*** DATA RECORDS ***

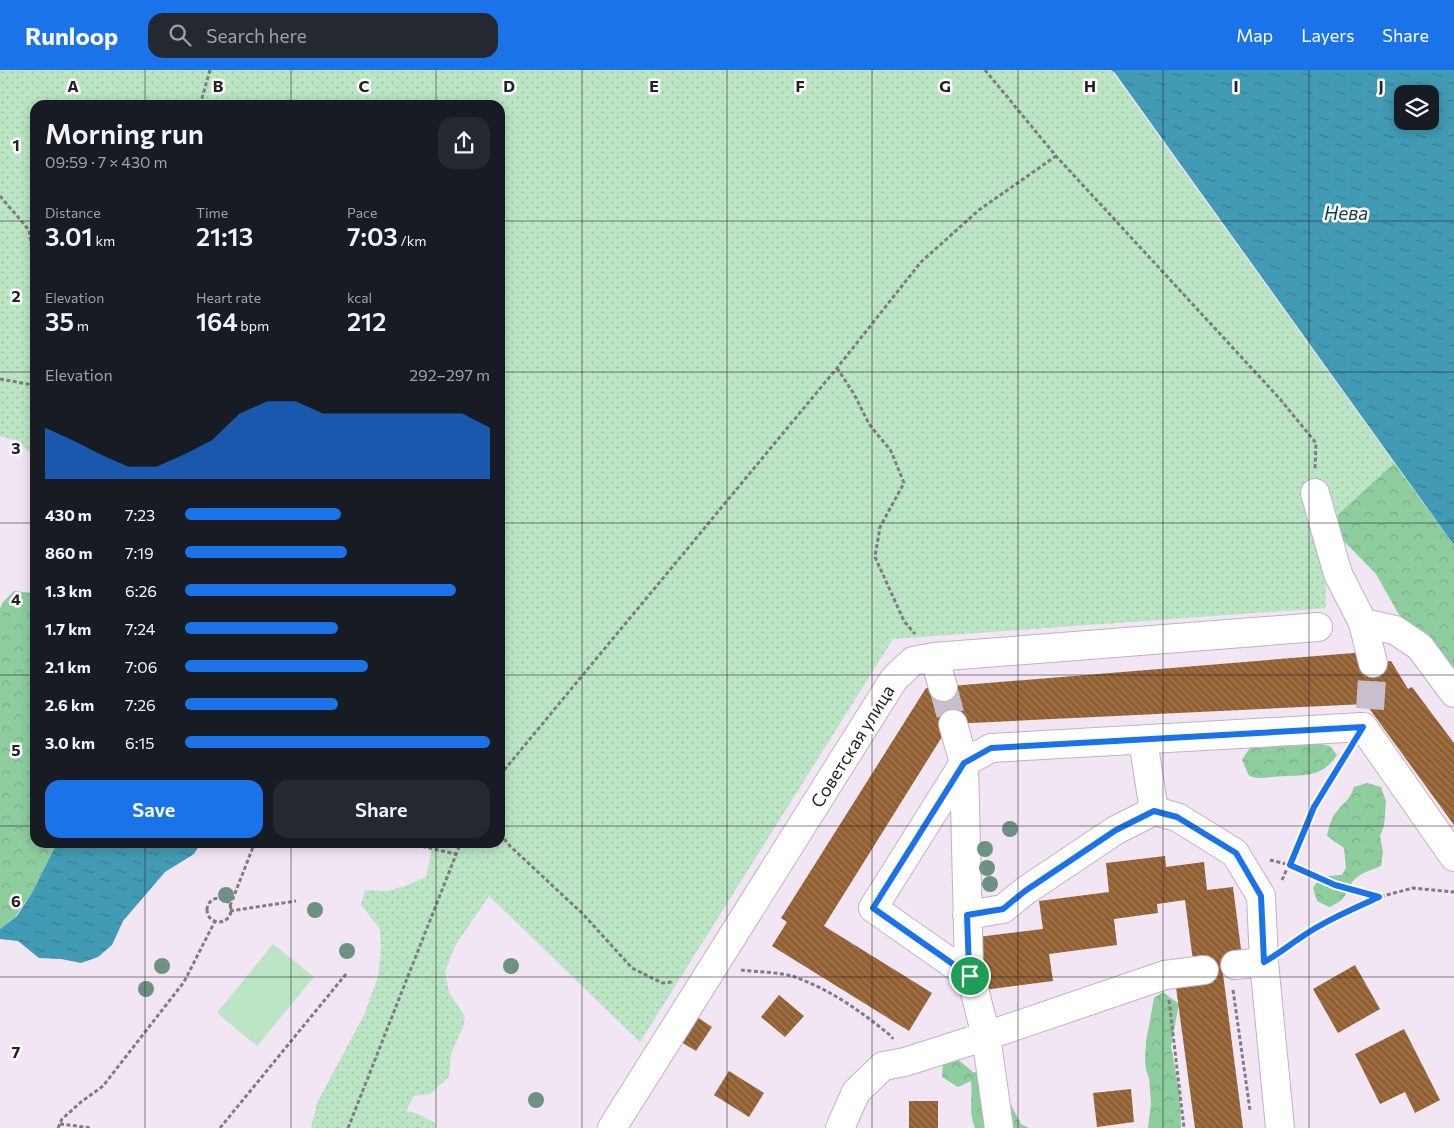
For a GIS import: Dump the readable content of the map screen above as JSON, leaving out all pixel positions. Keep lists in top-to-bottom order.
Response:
{
  "streets": {
    "street": ["Советская улица"]
  },
  "water": ["Нева"],
  "page": {
    "header": "Runloop",
    "search": "Search here",
    "nav": ["Map", "Layers", "Share"],
    "heading": ["Morning run", "09:59 · 7 × 430 m"],
    "stats": [
      ["Distance", "3.01 km"],
      ["Time", "21:13"],
      ["Pace", "7:03 /km"],
      ["Elevation", "35 m"],
      ["Heart rate", "164 bpm"],
      ["kcal", "212"]
    ],
    "chart": ["Elevation", "292–297 m"],
    "list": [
      {
        "name": "430 m",
        "note": "7:23"
      },
      {
        "name": "860 m",
        "note": "7:19"
      },
      {
        "name": "1.3 km",
        "note": "6:26"
      },
      {
        "name": "1.7 km",
        "note": "7:24"
      },
      {
        "name": "2.1 km",
        "note": "7:06"
      },
      {
        "name": "2.6 km",
        "note": "7:26"
      },
      {
        "name": "3.0 km",
        "note": "6:15"
      }
    ],
    "buttons": ["Save", "Share"]
  },
  "grid": {
    "columns": [
      "A",
      "B",
      "C",
      "D",
      "E",
      "F",
      "G",
      "H",
      "I",
      "J"
    ],
    "rows": [
      "1",
      "2",
      "3",
      "4",
      "5",
      "6",
      "7"
    ]
  }
}
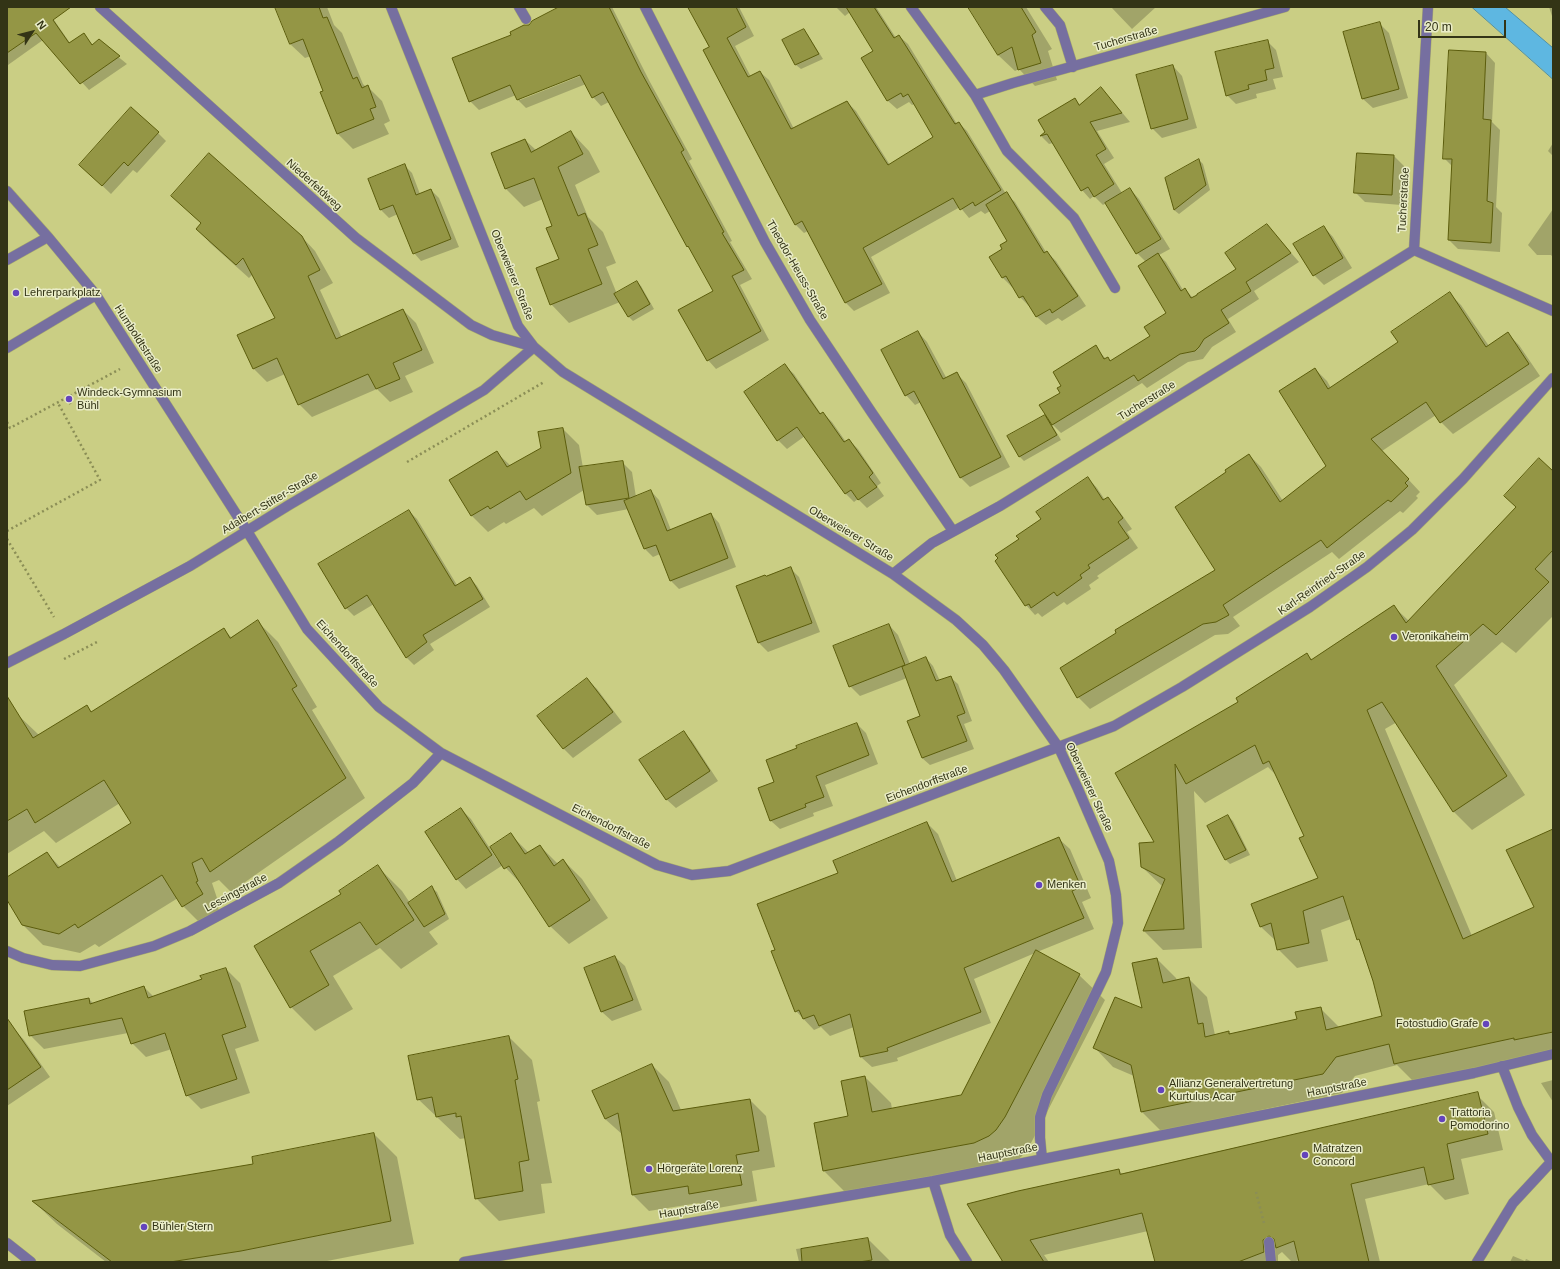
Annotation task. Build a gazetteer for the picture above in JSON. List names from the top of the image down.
{
  "streets": {
    "street": [
      "Tucherstraße",
      "Niederfeldweg",
      "Theodor-Heuss-Straße",
      "Oberweierer Straße",
      "Humboldtstraße",
      "Adalbert-Stifter-Straße",
      "Karl-Reinfried-Straße",
      "Eichendorffstraße",
      "Lessingstraße",
      "Hauptstraße"
    ]
  },
  "crossings": [
    ["Tucherstraße", "Theodor-Heuss-Straße"],
    ["Tucherstraße", "Oberweierer Straße"],
    ["Niederfeldweg", "Oberweierer Straße"],
    ["Niederfeldweg", "Adalbert-Stifter-Straße"],
    ["Oberweierer Straße", "Adalbert-Stifter-Straße"],
    ["Oberweierer Straße", "Karl-Reinfried-Straße"],
    ["Oberweierer Straße", "Eichendorffstraße"],
    ["Oberweierer Straße", "Hauptstraße"],
    ["Humboldtstraße", "Adalbert-Stifter-Straße"],
    ["Humboldtstraße", "Eichendorffstraße"],
    ["Adalbert-Stifter-Straße", "Eichendorffstraße"],
    ["Karl-Reinfried-Straße", "Eichendorffstraße"],
    ["Eichendorffstraße", "Lessingstraße"]
  ],
  "places": [
    "Lehrerparkplatz",
    "Windeck-Gymnasium Bühl",
    "Veronikaheim",
    "Menken",
    "Fotostudio Grafe",
    "Allianz Generalvertretung Kurtulus Acar",
    "Trattoria Pomodorino",
    "Matratzen Concord",
    "Hörgeräte Lorenz",
    "Bühler Stern"
  ],
  "scale_bar": "20 m",
  "north": "top right"
}
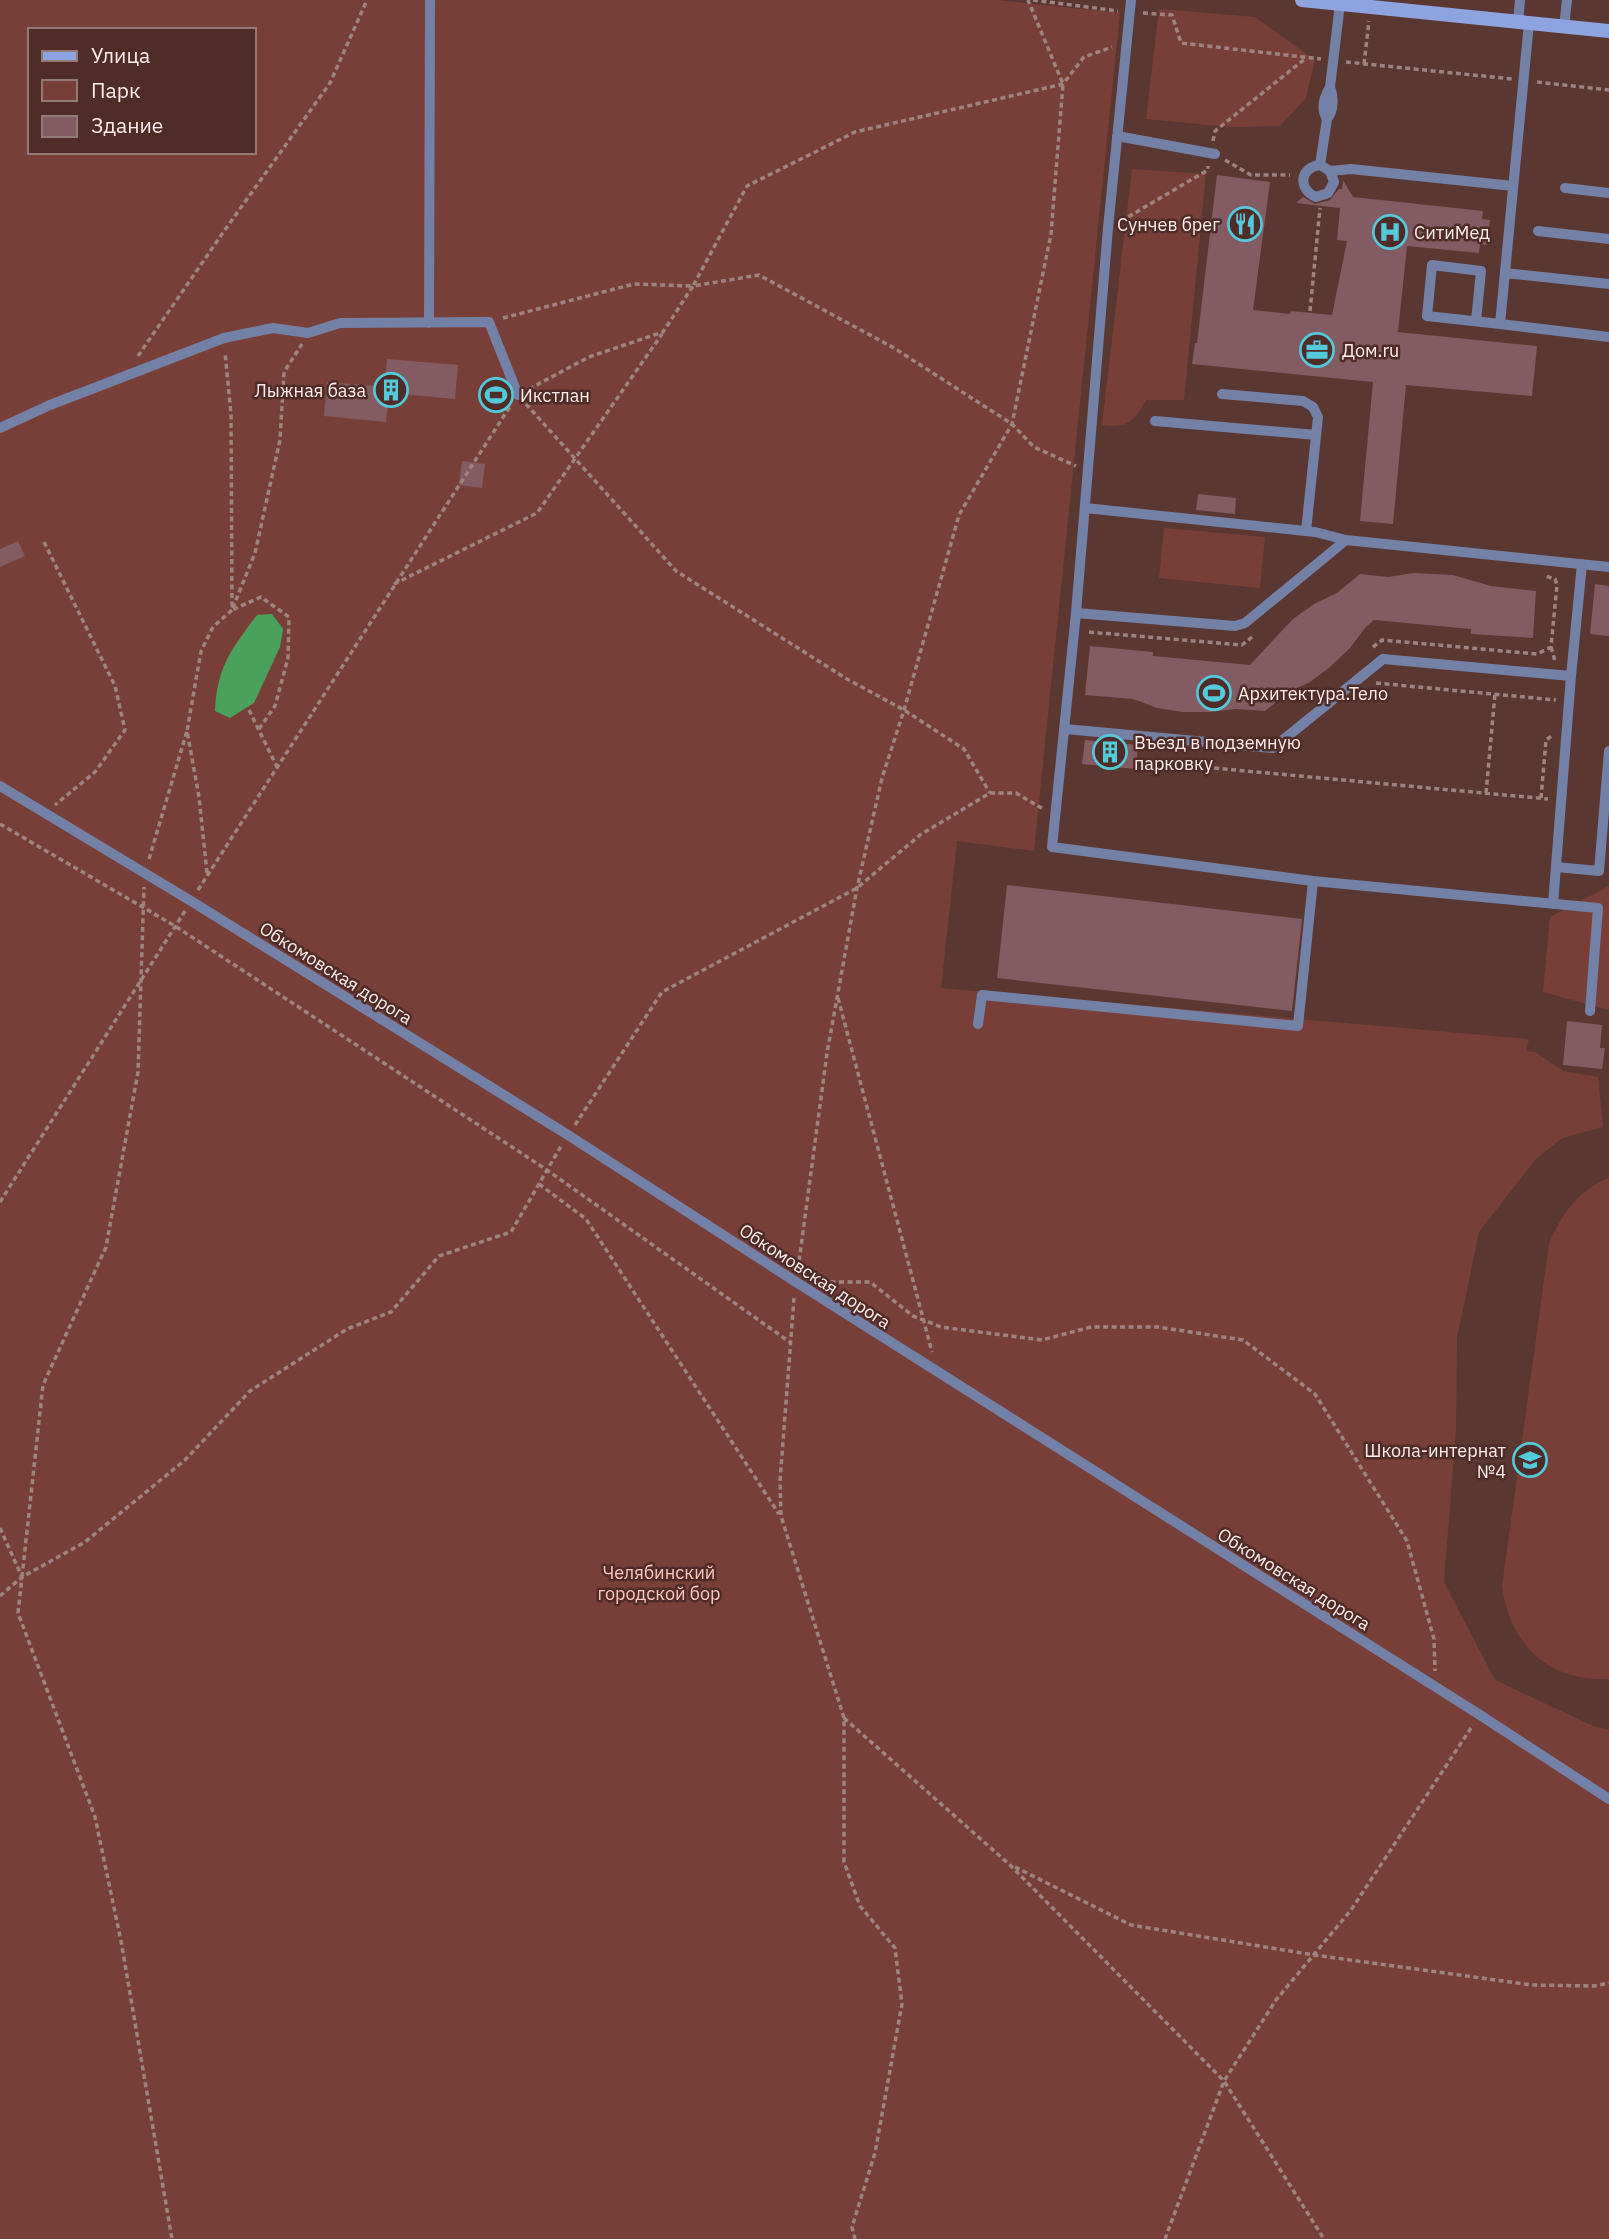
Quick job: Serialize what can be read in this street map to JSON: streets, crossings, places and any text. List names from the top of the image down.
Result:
{
  "streets": {
    "lane": ["Обкомовская дорога"]
  },
  "parks": ["Челябинский городской бор"],
  "places": {
    "restaurant": ["Сунчев брег"],
    "hospital": ["СитиМед"],
    "office": ["Дом.ru"],
    "building": ["Лыжная база", "Въезд в подземную парковку"],
    "sports": ["Икстлан", "Архитектура.Тело"],
    "school or university": ["Школа-интернат №4"]
  },
  "legend": ["Улица", "Парк", "Здание"]
}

***

WORK REQUEST: Would you return all the data exactly as given, minus the pictures?

ANSWER SECTION:
For a GIS import: Dump the readable content of the map screen above as JSON, leaving out all pixel positions. Keep lists in top-to-bottom order.
Response:
{
  "streets": {
    "street": ["Советская улица"]
  },
  "water": ["Нева"],
  "page": {
    "header": "Runloop",
    "search": "Search here",
    "nav": ["Map", "Layers", "Share"],
    "heading": ["Morning run", "09:59 · 7 × 430 m"],
    "stats": [
      ["Distance", "3.01 km"],
      ["Time", "21:13"],
      ["Pace", "7:03 /km"],
      ["Elevation", "35 m"],
      ["Heart rate", "164 bpm"],
      ["kcal", "212"]
    ],
    "chart": ["Elevation", "292–297 m"],
    "list": [
      {
        "name": "430 m",
        "note": "7:23"
      },
      {
        "name": "860 m",
        "note": "7:19"
      },
      {
        "name": "1.3 km",
        "note": "6:26"
      },
      {
        "name": "1.7 km",
        "note": "7:24"
      },
      {
        "name": "2.1 km",
        "note": "7:06"
      },
      {
        "name": "2.6 km",
        "note": "7:26"
      },
      {
        "name": "3.0 km",
        "note": "6:15"
      }
    ],
    "buttons": ["Save", "Share"]
  },
  "grid": {
    "columns": [
      "A",
      "B",
      "C",
      "D",
      "E",
      "F",
      "G",
      "H",
      "I",
      "J"
    ],
    "rows": [
      "1",
      "2",
      "3",
      "4",
      "5",
      "6",
      "7"
    ]
  }
}
Annotation task. Build a gazetteer for the picture above in JSON. List names from the top of the image down.
{
  "streets": {
    "street": [
      "Tucherstraße",
      "Niederfeldweg",
      "Theodor-Heuss-Straße",
      "Oberweierer Straße",
      "Humboldtstraße",
      "Adalbert-Stifter-Straße",
      "Karl-Reinfried-Straße",
      "Eichendorffstraße",
      "Lessingstraße",
      "Hauptstraße"
    ]
  },
  "crossings": [
    ["Tucherstraße", "Theodor-Heuss-Straße"],
    ["Tucherstraße", "Oberweierer Straße"],
    ["Niederfeldweg", "Oberweierer Straße"],
    ["Niederfeldweg", "Adalbert-Stifter-Straße"],
    ["Oberweierer Straße", "Adalbert-Stifter-Straße"],
    ["Oberweierer Straße", "Karl-Reinfried-Straße"],
    ["Oberweierer Straße", "Eichendorffstraße"],
    ["Oberweierer Straße", "Hauptstraße"],
    ["Humboldtstraße", "Adalbert-Stifter-Straße"],
    ["Humboldtstraße", "Eichendorffstraße"],
    ["Adalbert-Stifter-Straße", "Eichendorffstraße"],
    ["Karl-Reinfried-Straße", "Eichendorffstraße"],
    ["Eichendorffstraße", "Lessingstraße"]
  ],
  "places": [
    "Lehrerparkplatz",
    "Windeck-Gymnasium Bühl",
    "Veronikaheim",
    "Menken",
    "Fotostudio Grafe",
    "Allianz Generalvertretung Kurtulus Acar",
    "Trattoria Pomodorino",
    "Matratzen Concord",
    "Hörgeräte Lorenz",
    "Bühler Stern"
  ],
  "scale_bar": "20 m",
  "north": "top right"
}
Quick job: Serialize what can be read in this street map to JSON: streets, crossings, places and any text. List names from the top of the image down.
Result:
{
  "streets": {
    "lane": ["Обкомовская дорога"]
  },
  "parks": ["Челябинский городской бор"],
  "places": {
    "restaurant": ["Сунчев брег"],
    "hospital": ["СитиМед"],
    "office": ["Дом.ru"],
    "building": ["Лыжная база", "Въезд в подземную парковку"],
    "sports": ["Икстлан", "Архитектура.Тело"],
    "school or university": ["Школа-интернат №4"]
  },
  "legend": ["Улица", "Парк", "Здание"]
}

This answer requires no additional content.